As an inspiration for lifestyle change. Does this book say you can turn a tenth-floor studio apartment in a housing project into a self-sustaining urban farm? Nope. It reminds you that cities are built on earth, and that underneath, on top of, and in between all the structures and slabs of concrete are places to grow food, catch water, build chicken coops, and create lots of ways to live a lot more independently of distant corporations and utility companies than 99 percent of us do now. "Community building is the next step beyond this book," say the authors, with the vision of how much safer and better off everybody would be if we "build a community of urban homesteaders." It reminds you there was a time when people did things like trade the food they grew and the livestock they raised, and helped with each other's harvests. And I also recalled that, with the same numbers of minutes in a day as we have, they survived and thrived without electricity, grocery stores, pre-cut lumber, and ready-made tools, and even had time left over for things like dancing, music, courtship, and a full day of rest every week.

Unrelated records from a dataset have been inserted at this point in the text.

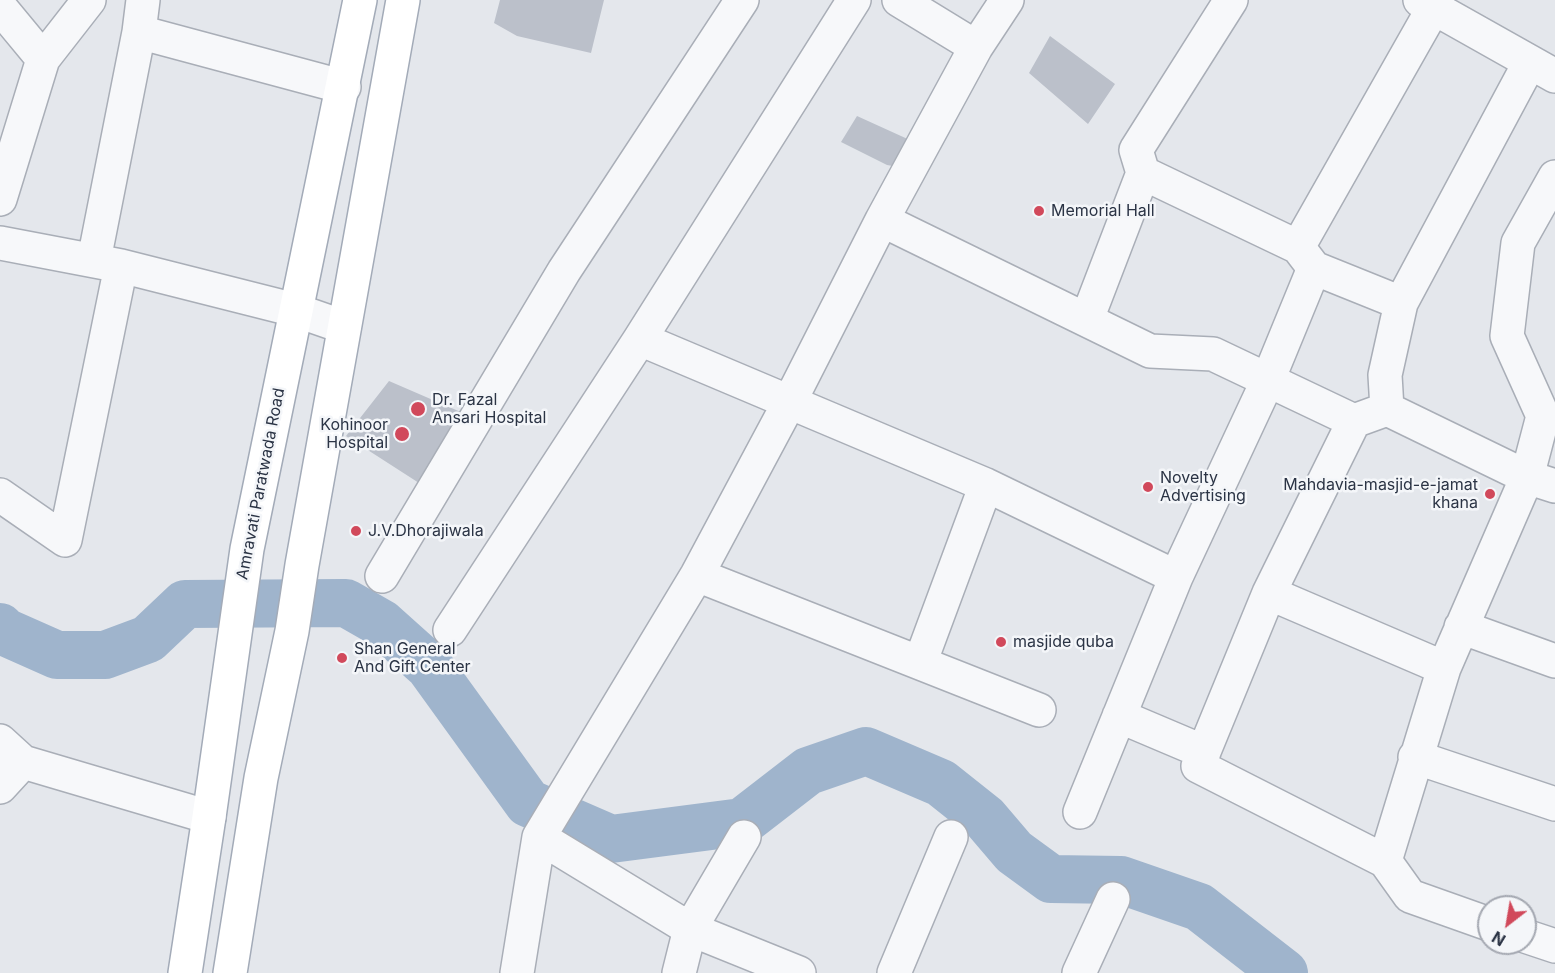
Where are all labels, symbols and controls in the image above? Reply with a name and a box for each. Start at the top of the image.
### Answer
place label: Memorial Hall [1051,201,1155,221]
marker: Memorial Hall [1032,204,1046,218]
street label: Amravati Paratwada Road [233,386,289,582]
place label: Dr. Fazal Ansari Hospital [432,390,546,428]
marker: Dr. Fazal Ansari Hospital [409,400,427,418]
place label: Kohinoor Hospital [320,415,388,453]
marker: Kohinoor Hospital [393,425,411,443]
place label: Novelty Advertising [1160,468,1246,506]
place label: Mahdavia-masjid-e-jamat khana [1283,475,1478,513]
marker: Novelty Advertising [1141,480,1155,494]
marker: Mahdavia-masjid-e-jamat khana [1483,487,1497,501]
place label: J.V.Dhorajiwala [368,521,484,541]
marker: J.V.Dhorajiwala [349,524,363,538]
place label: masjide quba [1013,632,1114,652]
marker: masjide quba [994,635,1008,649]
place label: Shan General And Gift Center [354,639,471,677]
marker: Shan General And Gift Center [335,651,349,665]
north arrow [1477,895,1537,955]
text: N [1488,927,1509,950]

With its density of information, the clarity of instructions, and the breadth of references to additional resources, this book just might be the best trailblazer of them all for how much more complete, human-like, and secure city-dweller life can be.

addendum: I just read some of the other reviews, which prompted me (a former professional editor and proofreader) to look for spelling errors in this book. I didn't find any.